I honestly didn't care about his wonder goal beating half of the team, had it not been for that hand (which I still don't know how the referee and linesman didn't see) England could have gone on to play Belgium in the semifinals.
But I have Maradona to thank for helping me discover the love of my footballing life: Athletic Club Bilbao. I moved to the city in the north of Spain in the summer of 1992 and quickly made two good friends, who said I had to go to see Athletic's next home game. It was against Sevilla and Sevilla had just signed Maradona, who was able to play once again after his first suspension for doping.
And there was history between Maradona and Athletic. Athletic's legendary defender Andoni Goikotxea (known by some as the 'Butcher of Bilbao') had broken his ankle with a lunging tackle in September 1983 when Maradona was at Barcelona and after beating Barca to the title, the two sides met again in the 1984 Spanish Cup final.

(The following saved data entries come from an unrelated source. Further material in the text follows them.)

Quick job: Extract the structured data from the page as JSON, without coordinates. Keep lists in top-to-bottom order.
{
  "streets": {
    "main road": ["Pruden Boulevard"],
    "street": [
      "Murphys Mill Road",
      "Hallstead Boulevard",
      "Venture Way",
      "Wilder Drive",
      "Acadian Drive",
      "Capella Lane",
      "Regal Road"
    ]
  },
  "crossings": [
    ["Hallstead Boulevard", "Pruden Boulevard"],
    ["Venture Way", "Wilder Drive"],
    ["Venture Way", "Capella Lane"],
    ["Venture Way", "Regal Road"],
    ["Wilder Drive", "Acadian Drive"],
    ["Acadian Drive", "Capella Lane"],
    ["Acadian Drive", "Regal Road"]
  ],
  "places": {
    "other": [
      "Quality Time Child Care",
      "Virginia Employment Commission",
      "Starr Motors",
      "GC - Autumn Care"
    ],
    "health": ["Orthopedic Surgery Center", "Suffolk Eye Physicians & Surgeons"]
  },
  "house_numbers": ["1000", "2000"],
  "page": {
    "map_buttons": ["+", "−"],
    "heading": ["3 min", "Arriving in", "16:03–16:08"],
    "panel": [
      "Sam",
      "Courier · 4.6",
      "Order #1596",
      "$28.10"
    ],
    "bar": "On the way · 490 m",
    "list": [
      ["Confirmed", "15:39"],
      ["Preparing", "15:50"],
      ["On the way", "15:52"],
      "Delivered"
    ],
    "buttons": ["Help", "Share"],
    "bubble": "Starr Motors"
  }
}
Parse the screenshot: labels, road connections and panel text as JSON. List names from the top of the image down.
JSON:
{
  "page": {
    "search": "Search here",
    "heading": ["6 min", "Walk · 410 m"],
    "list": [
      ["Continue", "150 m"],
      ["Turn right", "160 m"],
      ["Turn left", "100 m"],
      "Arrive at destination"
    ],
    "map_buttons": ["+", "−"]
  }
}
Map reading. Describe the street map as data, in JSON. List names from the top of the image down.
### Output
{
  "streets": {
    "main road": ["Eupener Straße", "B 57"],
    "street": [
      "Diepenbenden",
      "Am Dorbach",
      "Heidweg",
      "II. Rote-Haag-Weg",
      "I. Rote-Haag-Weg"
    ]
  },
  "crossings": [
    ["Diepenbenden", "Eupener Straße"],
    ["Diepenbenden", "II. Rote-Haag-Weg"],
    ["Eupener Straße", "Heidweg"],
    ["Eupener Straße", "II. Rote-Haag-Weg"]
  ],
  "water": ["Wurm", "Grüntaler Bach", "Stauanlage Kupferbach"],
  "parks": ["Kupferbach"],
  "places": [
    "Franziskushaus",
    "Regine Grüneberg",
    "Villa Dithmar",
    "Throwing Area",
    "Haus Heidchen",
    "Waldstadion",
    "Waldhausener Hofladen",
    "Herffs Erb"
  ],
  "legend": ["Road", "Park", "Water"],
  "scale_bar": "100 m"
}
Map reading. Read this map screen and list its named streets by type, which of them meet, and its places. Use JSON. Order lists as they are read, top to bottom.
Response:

It's fair to say it was a 'physical affair' which Athletic won 1-0, only for the celebrations to be cut short by a pitched battle in which Maradona played a leading role. The Sevilla game would be the first time he'd played in Spain since then and he would do it in Athletic's San Mames Stadium.
Every time the Argentinean touched the ball 42,000 Athletic fans, myself among them, booed, jeered, whistled and hurled insults at him and when he suffered a couple of bone crunching tackles (this was before the days of manicured pitches, fouls at every contact and VAR), I certainly cheered - "That's for the hand of God" I thought.
Sevilla took the lead after the Athletic keeper, Juanjo Valencia, dropped a Maradona free kick, but Athletic turned the game around in the last 10 minutes to win 2-1 and I was converted. Thanks to Maradona I discovered my footballing love, so maybe I should be grateful - but, sorry, I can never forgive 'the Hand of God'.